Problem — Give back only the lines in the records below from the one with "0,100% 100%,50% 72%,0" to the one with "c.lineWidth = width;", both inclusive, word for word.

Records from a dataset —
== Segment start ==

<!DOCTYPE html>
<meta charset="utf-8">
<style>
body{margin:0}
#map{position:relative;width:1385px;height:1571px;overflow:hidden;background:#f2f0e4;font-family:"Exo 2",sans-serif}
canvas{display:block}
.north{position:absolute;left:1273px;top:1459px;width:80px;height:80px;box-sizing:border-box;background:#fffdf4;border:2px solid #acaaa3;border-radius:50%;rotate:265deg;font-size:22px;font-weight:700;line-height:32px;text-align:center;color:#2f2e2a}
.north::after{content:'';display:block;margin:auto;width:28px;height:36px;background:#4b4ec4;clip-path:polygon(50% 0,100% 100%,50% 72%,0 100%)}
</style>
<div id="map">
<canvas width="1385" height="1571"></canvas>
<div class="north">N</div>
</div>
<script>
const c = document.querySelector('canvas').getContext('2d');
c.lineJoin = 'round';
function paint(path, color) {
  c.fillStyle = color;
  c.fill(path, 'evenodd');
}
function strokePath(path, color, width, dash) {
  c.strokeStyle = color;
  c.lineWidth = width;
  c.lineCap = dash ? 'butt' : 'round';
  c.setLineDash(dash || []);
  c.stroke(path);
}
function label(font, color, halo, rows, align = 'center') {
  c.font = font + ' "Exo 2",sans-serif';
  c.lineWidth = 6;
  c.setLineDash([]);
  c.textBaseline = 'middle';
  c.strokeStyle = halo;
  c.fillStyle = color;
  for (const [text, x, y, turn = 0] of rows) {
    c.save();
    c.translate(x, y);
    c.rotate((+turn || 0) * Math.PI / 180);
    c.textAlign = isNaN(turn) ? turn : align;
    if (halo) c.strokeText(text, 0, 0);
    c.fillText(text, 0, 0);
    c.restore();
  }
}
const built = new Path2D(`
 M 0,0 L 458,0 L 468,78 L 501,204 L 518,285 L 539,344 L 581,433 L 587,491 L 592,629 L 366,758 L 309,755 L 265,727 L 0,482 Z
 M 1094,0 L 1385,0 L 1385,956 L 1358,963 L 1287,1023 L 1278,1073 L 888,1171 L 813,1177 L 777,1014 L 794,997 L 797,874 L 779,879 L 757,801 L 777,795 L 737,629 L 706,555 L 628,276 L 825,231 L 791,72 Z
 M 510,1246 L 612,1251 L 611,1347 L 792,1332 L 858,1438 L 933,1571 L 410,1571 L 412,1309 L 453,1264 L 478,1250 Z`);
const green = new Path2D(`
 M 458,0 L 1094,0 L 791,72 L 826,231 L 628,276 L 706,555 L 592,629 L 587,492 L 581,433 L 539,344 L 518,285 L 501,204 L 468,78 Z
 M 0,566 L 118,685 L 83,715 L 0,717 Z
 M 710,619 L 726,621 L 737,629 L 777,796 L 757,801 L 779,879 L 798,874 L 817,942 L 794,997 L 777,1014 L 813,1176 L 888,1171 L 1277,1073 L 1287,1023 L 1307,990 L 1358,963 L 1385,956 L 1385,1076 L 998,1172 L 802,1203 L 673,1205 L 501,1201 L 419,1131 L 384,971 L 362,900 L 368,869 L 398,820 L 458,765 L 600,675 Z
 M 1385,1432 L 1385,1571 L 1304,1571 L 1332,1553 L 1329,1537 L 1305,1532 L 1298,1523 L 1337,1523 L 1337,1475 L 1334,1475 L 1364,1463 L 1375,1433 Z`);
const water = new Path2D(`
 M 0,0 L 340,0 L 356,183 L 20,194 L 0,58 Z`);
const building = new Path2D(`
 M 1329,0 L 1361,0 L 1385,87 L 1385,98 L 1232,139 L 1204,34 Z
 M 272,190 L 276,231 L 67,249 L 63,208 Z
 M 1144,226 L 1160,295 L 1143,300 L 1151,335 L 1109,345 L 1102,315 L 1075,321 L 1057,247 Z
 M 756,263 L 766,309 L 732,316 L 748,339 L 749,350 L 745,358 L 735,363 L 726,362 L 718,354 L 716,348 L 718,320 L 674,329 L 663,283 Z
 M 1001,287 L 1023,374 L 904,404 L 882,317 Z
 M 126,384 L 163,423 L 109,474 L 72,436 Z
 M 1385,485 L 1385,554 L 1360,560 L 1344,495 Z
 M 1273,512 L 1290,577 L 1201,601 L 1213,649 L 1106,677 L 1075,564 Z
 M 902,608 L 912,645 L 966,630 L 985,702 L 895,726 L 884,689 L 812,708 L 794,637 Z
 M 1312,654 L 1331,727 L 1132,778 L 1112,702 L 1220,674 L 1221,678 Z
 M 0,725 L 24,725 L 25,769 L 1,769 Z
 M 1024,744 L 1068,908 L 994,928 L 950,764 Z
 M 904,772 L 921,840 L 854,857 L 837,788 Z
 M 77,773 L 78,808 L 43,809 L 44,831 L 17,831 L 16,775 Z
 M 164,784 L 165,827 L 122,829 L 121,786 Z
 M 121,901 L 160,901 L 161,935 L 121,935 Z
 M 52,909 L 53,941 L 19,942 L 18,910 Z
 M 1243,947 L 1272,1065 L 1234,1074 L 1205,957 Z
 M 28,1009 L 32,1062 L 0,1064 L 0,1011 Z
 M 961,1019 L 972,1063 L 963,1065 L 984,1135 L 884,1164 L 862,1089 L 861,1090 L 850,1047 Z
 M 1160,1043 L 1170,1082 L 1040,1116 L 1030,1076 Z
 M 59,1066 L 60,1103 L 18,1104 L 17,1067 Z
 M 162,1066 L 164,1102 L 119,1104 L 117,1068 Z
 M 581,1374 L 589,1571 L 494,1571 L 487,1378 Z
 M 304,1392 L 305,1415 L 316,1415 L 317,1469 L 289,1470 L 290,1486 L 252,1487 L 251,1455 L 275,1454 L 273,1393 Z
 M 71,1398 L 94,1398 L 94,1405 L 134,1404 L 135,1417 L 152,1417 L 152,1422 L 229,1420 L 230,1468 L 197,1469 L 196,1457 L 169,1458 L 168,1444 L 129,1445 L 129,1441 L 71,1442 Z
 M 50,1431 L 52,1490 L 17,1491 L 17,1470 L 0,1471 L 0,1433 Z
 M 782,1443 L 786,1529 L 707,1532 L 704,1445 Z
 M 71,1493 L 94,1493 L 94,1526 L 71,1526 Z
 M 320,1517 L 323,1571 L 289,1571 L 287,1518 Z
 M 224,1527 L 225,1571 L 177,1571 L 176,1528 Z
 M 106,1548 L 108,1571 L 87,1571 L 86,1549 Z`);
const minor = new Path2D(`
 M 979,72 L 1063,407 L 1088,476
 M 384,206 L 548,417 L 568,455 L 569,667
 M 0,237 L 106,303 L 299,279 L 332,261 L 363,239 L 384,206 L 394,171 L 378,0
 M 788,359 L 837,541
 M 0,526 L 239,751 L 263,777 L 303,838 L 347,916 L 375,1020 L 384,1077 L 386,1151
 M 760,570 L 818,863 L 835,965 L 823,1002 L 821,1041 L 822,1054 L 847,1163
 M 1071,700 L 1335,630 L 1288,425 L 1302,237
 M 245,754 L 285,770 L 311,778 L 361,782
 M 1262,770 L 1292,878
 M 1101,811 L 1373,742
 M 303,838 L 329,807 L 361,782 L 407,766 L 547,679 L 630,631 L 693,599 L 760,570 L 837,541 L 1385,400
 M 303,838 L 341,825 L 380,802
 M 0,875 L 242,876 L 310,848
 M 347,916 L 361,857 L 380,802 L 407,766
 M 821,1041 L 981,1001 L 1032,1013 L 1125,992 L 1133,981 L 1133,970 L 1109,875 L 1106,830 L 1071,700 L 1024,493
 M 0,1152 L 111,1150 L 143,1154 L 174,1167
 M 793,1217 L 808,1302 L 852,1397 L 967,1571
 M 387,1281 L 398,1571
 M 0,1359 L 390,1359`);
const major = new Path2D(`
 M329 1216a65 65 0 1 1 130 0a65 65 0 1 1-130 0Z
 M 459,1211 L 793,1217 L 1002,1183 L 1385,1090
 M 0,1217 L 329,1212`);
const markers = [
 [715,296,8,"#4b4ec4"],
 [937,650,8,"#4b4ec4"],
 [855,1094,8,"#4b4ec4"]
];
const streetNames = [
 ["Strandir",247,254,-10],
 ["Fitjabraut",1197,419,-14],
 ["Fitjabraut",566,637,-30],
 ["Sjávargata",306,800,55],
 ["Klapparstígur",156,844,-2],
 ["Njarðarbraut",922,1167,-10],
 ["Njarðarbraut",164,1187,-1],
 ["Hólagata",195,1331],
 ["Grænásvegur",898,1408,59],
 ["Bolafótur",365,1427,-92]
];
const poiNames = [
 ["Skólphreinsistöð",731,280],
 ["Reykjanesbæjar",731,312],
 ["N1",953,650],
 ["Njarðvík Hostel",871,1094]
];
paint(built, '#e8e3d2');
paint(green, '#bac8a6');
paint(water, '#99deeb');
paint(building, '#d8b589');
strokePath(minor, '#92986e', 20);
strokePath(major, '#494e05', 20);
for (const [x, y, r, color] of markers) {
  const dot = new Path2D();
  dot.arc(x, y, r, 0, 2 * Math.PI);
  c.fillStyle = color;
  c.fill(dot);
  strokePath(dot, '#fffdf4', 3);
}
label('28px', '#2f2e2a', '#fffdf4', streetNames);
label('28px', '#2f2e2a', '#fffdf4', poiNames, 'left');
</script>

== Segment end ==

Finished task —
.north::after{content:'';display:block;margin:auto;width:28px;height:36px;background:#4b4ec4;clip-path:polygon(50% 0,100% 100%,50% 72%,0 100%)}
</style>
<div id="map">
<canvas width="1385" height="1571"></canvas>
<div class="north">N</div>
</div>
<script>
const c = document.querySelector('canvas').getContext('2d');
c.lineJoin = 'round';
function paint(path, color) {
  c.fillStyle = color;
  c.fill(path, 'evenodd');
}
function strokePath(path, color, width, dash) {
  c.strokeStyle = color;
  c.lineWidth = width;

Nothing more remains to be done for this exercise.